• _Try it_: Report every line below that holds the word "fabs".

Dataset entries
________

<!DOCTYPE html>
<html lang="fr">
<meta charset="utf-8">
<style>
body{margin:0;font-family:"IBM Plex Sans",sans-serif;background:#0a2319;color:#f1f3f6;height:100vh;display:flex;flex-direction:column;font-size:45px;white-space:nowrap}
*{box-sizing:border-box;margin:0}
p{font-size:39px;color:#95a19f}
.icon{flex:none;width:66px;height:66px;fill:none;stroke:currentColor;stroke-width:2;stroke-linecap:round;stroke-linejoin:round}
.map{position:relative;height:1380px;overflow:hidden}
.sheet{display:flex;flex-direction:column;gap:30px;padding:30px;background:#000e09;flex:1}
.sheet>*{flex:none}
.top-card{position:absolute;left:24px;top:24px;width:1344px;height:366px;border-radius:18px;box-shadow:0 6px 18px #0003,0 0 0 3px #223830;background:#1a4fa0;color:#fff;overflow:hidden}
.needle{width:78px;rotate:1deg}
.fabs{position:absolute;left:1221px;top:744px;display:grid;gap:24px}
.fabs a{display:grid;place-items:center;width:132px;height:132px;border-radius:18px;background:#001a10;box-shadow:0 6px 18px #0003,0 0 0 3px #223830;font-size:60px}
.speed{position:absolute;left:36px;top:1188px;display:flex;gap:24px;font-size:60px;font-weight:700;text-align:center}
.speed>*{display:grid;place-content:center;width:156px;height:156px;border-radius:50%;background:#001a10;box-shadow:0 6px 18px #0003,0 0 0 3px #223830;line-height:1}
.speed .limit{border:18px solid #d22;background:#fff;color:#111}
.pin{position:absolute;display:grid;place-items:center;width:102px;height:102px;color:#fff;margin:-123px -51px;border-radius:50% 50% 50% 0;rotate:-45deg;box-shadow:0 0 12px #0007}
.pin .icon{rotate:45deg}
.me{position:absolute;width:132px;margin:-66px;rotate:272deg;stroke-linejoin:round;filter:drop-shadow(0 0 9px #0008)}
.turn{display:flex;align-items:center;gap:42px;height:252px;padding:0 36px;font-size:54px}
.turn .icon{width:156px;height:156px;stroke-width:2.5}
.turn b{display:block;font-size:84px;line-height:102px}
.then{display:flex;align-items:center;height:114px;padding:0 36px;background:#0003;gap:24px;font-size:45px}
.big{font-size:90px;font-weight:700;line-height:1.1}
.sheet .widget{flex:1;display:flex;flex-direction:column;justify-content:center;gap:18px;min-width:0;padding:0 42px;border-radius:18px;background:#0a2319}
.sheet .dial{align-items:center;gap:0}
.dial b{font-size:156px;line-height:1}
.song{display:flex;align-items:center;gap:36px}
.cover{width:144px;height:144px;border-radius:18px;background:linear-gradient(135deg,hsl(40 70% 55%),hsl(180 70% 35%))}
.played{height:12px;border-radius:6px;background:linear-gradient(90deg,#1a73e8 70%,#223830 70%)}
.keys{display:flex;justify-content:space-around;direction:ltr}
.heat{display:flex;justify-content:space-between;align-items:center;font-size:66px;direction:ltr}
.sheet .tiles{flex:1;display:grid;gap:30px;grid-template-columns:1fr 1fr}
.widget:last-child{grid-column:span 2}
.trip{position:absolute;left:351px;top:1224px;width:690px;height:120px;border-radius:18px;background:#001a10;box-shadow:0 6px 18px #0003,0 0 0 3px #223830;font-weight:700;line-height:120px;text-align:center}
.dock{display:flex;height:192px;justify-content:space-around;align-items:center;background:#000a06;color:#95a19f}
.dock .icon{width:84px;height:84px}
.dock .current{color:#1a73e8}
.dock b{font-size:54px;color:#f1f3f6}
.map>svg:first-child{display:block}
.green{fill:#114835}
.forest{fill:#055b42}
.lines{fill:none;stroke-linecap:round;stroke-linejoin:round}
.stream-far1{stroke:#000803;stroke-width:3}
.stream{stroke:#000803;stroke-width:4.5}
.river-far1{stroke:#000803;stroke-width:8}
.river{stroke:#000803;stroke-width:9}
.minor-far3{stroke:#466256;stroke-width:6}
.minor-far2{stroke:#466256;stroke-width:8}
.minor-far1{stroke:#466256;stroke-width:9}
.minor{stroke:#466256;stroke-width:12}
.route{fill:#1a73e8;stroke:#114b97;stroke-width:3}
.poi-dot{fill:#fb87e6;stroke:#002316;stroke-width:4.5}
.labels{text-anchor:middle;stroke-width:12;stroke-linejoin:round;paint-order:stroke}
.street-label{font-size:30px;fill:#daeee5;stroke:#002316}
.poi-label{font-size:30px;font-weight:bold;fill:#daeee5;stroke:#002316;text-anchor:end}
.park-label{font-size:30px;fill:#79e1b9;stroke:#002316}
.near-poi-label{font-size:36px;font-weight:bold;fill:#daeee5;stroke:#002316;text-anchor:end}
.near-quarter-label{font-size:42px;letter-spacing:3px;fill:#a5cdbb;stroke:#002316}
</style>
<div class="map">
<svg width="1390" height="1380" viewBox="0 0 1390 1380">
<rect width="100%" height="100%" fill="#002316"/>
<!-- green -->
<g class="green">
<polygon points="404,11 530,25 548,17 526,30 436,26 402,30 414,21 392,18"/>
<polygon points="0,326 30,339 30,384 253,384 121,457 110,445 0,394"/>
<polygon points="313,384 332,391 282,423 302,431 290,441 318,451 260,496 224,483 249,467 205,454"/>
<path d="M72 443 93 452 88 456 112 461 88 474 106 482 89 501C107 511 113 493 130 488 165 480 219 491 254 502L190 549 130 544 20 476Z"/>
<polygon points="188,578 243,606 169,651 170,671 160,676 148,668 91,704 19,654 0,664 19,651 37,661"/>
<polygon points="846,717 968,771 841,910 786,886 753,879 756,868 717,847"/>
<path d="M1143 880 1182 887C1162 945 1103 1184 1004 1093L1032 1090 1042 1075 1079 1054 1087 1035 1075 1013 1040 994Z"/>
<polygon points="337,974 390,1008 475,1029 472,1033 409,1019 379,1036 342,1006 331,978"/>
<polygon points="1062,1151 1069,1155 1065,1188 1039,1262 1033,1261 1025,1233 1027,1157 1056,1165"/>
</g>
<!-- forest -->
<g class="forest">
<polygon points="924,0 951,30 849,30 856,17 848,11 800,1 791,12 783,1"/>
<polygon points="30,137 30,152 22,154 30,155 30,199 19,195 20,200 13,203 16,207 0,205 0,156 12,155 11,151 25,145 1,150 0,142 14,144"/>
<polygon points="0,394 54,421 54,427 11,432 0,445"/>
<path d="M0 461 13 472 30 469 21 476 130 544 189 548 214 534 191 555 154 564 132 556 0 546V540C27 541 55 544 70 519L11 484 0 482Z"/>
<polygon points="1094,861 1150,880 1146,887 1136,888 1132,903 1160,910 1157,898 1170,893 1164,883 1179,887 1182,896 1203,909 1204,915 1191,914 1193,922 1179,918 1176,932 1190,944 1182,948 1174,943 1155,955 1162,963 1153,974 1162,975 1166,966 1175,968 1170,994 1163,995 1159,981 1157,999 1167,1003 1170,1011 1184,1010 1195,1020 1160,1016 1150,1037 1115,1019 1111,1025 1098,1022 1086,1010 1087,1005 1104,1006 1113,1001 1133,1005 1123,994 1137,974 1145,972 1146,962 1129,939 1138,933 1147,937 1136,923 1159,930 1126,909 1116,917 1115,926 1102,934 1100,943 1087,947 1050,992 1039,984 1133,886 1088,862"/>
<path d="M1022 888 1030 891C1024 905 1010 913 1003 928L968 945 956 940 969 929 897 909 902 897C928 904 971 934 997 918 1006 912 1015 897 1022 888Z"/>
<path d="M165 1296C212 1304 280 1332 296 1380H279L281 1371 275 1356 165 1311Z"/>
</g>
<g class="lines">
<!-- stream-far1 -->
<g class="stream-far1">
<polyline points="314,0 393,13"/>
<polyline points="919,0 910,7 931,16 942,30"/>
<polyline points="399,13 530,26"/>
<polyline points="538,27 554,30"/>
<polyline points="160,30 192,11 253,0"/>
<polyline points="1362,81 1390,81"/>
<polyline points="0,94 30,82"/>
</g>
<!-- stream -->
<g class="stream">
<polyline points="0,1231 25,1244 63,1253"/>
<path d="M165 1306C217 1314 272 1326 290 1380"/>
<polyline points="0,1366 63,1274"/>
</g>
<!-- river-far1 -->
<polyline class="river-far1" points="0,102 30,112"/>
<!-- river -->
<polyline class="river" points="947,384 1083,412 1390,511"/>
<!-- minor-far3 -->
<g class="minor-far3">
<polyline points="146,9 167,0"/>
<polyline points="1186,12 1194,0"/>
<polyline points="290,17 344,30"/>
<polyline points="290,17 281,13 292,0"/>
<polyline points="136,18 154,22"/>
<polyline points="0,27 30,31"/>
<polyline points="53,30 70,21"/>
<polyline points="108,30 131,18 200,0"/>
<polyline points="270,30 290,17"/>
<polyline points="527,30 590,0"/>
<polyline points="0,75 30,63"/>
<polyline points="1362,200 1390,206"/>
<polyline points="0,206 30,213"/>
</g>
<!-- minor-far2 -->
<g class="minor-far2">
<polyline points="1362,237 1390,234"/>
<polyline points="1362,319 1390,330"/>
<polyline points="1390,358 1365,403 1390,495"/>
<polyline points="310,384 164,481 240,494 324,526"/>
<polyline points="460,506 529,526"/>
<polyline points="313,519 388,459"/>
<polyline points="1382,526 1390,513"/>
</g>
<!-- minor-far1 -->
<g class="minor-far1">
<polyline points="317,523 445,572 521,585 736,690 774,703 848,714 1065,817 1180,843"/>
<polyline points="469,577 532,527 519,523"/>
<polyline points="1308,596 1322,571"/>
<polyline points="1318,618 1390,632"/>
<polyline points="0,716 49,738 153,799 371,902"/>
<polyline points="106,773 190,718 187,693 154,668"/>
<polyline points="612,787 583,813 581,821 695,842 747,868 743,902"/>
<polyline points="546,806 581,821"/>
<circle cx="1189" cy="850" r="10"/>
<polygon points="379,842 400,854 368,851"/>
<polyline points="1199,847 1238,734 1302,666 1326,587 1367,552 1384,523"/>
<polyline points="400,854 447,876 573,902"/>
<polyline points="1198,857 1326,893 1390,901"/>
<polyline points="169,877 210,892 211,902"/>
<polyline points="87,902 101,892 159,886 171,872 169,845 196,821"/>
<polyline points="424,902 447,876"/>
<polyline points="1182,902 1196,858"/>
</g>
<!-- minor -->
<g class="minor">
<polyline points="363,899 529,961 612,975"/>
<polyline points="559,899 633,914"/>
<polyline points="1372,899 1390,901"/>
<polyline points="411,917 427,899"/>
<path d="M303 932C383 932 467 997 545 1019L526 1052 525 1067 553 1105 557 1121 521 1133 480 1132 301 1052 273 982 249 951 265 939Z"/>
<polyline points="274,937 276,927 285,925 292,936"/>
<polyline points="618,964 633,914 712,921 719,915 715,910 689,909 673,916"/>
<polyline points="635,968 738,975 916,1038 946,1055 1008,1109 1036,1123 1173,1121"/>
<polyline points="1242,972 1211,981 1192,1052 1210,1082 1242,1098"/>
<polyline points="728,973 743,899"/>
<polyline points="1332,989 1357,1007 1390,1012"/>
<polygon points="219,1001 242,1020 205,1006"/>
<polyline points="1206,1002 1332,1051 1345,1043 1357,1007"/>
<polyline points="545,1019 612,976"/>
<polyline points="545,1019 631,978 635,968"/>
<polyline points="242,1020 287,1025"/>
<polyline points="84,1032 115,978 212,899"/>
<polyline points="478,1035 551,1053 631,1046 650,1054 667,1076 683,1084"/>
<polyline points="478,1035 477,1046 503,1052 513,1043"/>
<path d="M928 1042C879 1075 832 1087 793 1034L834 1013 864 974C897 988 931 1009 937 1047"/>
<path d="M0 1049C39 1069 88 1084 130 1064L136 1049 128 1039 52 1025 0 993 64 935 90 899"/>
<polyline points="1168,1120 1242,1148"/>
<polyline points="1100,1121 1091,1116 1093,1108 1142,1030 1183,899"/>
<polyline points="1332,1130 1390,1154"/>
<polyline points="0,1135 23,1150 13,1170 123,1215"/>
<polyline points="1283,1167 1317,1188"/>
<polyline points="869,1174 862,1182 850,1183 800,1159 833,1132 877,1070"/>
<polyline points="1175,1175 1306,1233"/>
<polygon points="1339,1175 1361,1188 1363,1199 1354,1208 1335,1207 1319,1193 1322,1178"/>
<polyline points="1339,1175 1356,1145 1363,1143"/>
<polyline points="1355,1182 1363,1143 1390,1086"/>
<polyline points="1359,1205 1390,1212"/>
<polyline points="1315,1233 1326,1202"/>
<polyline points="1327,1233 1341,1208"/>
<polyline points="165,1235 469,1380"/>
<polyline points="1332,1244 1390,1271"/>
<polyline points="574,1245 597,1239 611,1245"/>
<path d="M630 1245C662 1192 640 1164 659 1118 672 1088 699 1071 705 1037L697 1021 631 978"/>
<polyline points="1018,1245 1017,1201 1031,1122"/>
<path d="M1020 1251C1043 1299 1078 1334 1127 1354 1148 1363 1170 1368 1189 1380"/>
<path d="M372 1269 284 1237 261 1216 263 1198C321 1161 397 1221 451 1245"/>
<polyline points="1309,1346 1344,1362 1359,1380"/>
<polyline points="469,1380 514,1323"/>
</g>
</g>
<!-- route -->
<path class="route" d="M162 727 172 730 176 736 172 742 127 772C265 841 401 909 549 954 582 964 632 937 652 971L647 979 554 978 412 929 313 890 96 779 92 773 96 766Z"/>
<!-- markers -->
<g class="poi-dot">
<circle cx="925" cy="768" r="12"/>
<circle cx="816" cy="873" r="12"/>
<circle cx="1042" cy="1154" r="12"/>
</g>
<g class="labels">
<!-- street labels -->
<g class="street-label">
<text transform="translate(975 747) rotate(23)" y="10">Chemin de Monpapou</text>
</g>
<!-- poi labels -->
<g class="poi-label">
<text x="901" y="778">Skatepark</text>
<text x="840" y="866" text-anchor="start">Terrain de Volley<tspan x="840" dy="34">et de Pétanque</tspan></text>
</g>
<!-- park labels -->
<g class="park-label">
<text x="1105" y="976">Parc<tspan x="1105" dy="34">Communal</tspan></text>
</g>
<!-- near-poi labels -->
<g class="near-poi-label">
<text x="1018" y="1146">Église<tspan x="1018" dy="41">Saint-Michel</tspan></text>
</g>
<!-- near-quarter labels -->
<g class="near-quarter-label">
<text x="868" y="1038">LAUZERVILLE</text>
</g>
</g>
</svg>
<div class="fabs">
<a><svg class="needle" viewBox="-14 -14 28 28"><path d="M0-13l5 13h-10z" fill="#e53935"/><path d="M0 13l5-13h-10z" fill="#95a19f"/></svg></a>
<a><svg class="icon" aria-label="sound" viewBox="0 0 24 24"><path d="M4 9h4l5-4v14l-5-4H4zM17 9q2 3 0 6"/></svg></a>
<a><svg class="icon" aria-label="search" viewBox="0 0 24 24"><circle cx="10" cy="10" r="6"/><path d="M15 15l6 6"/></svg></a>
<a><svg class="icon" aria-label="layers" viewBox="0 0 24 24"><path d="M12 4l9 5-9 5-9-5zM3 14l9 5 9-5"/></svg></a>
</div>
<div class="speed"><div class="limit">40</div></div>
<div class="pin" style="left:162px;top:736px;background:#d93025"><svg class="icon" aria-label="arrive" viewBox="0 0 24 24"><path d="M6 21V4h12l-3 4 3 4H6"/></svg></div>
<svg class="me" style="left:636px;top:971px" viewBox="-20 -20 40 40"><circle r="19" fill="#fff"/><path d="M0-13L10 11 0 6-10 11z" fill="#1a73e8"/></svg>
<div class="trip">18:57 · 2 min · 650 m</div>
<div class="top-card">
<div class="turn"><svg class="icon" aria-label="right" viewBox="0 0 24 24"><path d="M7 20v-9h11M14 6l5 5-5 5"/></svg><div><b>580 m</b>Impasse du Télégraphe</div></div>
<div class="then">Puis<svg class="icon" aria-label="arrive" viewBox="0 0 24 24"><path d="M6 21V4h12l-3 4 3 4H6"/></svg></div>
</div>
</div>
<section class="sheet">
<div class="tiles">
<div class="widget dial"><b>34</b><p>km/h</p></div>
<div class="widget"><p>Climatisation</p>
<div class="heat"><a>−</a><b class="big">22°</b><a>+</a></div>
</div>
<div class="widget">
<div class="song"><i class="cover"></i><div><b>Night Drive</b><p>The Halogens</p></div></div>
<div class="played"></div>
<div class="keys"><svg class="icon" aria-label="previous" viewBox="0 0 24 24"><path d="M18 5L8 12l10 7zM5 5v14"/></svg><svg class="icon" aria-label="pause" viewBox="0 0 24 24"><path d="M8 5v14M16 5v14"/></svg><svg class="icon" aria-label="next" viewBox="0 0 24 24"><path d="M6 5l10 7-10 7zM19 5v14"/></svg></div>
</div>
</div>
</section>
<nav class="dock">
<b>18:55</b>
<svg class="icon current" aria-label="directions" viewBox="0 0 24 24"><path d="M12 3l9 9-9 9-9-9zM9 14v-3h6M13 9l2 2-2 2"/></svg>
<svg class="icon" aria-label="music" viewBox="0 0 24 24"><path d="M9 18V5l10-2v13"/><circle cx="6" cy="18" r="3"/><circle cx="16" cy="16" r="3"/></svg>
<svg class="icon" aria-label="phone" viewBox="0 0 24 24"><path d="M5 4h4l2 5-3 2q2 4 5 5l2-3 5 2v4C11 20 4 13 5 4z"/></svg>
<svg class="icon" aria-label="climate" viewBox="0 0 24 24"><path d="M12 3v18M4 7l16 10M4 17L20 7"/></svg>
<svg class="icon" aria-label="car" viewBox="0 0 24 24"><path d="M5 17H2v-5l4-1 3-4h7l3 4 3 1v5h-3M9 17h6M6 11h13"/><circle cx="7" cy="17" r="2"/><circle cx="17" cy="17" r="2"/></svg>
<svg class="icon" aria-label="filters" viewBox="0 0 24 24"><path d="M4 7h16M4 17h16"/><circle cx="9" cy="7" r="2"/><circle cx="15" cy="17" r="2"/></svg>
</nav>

________

• _Exercise response_:
.fabs{position:absolute;left:1221px;top:744px;display:grid;gap:24px}
.fabs a{display:grid;place-items:center;width:132px;height:132px;border-radius:18px;background:#001a10;box-shadow:0 6px 18px #0003,0 0 0 3px #223830;font-size:60px}
<div class="fabs">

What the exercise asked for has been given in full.